— Aim of the task —
Restate the lines exactly, starting at the line that contains "For a GIS import: Transcribe" and finishing with the final line of the records.

— Records drawn from a dataset —
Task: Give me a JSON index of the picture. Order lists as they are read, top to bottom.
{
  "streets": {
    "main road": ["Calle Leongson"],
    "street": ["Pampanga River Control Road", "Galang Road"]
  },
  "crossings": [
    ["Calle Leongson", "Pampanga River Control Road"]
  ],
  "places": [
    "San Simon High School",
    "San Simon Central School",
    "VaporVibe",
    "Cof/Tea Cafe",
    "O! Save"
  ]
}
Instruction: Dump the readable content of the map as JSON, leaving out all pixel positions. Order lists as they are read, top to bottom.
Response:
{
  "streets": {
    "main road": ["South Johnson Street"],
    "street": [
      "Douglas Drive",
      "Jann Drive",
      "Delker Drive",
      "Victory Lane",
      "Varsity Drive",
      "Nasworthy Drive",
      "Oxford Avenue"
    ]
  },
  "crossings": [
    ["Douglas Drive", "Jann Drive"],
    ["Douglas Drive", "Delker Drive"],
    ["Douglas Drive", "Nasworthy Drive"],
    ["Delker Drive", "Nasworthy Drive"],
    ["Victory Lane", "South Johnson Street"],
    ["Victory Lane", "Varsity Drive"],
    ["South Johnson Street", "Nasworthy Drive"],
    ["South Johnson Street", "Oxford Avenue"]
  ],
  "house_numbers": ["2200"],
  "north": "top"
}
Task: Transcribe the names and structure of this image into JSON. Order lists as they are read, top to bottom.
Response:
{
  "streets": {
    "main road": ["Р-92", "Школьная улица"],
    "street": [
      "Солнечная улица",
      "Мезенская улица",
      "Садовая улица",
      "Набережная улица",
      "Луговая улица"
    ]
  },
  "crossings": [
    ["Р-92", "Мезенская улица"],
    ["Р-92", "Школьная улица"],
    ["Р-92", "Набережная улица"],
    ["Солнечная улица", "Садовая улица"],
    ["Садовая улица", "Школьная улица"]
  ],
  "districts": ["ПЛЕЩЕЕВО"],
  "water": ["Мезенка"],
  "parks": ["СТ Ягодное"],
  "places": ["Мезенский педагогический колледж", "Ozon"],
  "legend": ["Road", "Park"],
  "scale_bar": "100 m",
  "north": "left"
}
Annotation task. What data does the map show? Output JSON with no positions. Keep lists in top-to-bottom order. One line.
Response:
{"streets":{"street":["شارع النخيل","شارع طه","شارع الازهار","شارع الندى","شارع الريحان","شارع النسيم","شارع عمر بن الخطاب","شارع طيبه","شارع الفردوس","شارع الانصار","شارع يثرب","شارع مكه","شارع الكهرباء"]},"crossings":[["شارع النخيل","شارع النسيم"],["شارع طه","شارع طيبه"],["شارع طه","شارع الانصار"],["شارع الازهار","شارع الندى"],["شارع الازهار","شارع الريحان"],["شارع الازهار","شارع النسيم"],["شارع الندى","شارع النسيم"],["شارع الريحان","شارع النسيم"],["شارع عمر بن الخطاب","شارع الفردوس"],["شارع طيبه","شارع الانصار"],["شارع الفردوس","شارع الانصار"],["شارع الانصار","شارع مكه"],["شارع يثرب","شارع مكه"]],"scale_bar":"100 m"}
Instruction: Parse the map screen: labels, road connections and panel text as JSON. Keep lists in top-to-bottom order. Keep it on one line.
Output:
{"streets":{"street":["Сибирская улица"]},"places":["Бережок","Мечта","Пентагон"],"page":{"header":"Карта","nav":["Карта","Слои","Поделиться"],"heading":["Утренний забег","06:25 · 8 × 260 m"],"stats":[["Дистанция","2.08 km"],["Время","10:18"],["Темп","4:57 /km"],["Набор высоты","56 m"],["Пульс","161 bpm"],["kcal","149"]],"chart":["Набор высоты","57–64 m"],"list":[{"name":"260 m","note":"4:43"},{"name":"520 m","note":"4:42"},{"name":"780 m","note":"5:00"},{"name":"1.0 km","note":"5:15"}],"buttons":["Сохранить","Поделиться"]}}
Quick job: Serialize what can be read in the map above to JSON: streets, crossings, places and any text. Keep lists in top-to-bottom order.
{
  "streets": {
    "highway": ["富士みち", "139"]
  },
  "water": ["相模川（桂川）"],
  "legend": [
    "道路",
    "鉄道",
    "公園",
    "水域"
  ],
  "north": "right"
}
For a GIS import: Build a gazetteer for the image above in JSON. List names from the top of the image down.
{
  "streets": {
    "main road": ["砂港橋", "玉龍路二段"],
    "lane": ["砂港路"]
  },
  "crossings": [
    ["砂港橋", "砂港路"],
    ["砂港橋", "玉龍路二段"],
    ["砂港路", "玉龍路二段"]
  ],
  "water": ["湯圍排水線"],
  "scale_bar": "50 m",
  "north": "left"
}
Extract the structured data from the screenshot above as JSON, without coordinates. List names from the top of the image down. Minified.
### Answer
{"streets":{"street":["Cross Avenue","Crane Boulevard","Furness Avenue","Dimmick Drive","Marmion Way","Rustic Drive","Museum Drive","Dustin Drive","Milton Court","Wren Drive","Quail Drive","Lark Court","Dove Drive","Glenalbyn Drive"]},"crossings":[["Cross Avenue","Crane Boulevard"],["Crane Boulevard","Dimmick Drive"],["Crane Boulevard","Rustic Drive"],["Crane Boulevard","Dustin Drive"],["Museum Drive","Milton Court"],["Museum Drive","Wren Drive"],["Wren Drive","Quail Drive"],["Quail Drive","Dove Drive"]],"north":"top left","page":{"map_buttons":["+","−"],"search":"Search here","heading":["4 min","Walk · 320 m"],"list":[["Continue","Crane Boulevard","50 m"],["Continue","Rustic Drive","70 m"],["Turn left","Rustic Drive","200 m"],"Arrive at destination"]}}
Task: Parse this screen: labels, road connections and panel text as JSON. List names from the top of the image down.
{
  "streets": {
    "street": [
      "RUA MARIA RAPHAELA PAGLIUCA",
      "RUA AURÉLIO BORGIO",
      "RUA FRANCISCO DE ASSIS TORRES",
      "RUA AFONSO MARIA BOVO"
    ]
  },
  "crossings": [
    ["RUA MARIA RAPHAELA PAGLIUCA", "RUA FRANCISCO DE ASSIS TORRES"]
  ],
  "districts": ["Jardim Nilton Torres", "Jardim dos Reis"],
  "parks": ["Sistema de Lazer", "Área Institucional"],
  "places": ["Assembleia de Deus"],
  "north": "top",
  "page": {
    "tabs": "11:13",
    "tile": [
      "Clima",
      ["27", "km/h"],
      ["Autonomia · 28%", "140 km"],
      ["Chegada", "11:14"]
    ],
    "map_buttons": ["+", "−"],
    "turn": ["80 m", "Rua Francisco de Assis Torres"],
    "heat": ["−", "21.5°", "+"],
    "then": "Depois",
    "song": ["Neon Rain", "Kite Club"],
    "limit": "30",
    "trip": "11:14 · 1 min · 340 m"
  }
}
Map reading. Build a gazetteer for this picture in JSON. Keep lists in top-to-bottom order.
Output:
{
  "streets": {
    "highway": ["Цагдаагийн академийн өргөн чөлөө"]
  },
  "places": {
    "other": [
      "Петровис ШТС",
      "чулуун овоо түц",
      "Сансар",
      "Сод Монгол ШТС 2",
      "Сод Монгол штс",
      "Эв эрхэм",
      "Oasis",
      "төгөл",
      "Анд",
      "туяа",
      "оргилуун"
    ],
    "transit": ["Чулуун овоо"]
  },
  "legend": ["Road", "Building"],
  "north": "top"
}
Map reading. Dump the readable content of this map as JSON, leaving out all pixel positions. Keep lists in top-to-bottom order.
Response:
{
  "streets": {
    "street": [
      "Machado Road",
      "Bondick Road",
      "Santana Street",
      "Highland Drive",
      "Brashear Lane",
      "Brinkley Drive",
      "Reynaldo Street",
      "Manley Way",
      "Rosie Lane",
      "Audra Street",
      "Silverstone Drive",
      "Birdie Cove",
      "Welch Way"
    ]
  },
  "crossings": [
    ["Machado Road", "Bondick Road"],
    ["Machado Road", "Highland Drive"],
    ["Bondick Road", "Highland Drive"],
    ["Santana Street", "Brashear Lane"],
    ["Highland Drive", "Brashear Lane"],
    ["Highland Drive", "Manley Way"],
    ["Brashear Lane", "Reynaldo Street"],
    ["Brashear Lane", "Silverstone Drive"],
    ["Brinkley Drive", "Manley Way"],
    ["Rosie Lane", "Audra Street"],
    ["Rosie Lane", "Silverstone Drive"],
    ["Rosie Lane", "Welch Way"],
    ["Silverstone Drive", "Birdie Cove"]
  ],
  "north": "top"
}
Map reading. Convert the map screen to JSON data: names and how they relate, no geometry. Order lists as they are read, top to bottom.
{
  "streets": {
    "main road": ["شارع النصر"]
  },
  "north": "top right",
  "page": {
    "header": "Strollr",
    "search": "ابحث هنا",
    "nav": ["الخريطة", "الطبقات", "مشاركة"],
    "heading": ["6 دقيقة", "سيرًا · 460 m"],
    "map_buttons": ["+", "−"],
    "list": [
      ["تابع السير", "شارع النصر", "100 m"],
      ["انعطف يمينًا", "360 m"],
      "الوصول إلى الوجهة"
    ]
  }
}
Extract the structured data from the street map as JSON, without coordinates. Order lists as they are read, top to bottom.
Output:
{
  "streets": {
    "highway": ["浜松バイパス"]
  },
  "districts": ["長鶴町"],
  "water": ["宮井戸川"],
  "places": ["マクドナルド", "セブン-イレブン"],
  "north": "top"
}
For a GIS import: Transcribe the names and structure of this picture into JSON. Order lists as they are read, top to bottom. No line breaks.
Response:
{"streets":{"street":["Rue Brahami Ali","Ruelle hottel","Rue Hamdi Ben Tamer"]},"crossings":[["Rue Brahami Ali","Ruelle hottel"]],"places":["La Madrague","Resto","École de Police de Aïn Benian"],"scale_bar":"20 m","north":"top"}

— Output —
For a GIS import: Transcribe the names and structure of this picture into JSON. Order lists as they are read, top to bottom. No line breaks.
Response:
{"streets":{"street":["Rue Brahami Ali","Ruelle hottel","Rue Hamdi Ben Tamer"]},"crossings":[["Rue Brahami Ali","Ruelle hottel"]],"places":["La Madrague","Resto","École de Police de Aïn Benian"],"scale_bar":"20 m","north":"top"}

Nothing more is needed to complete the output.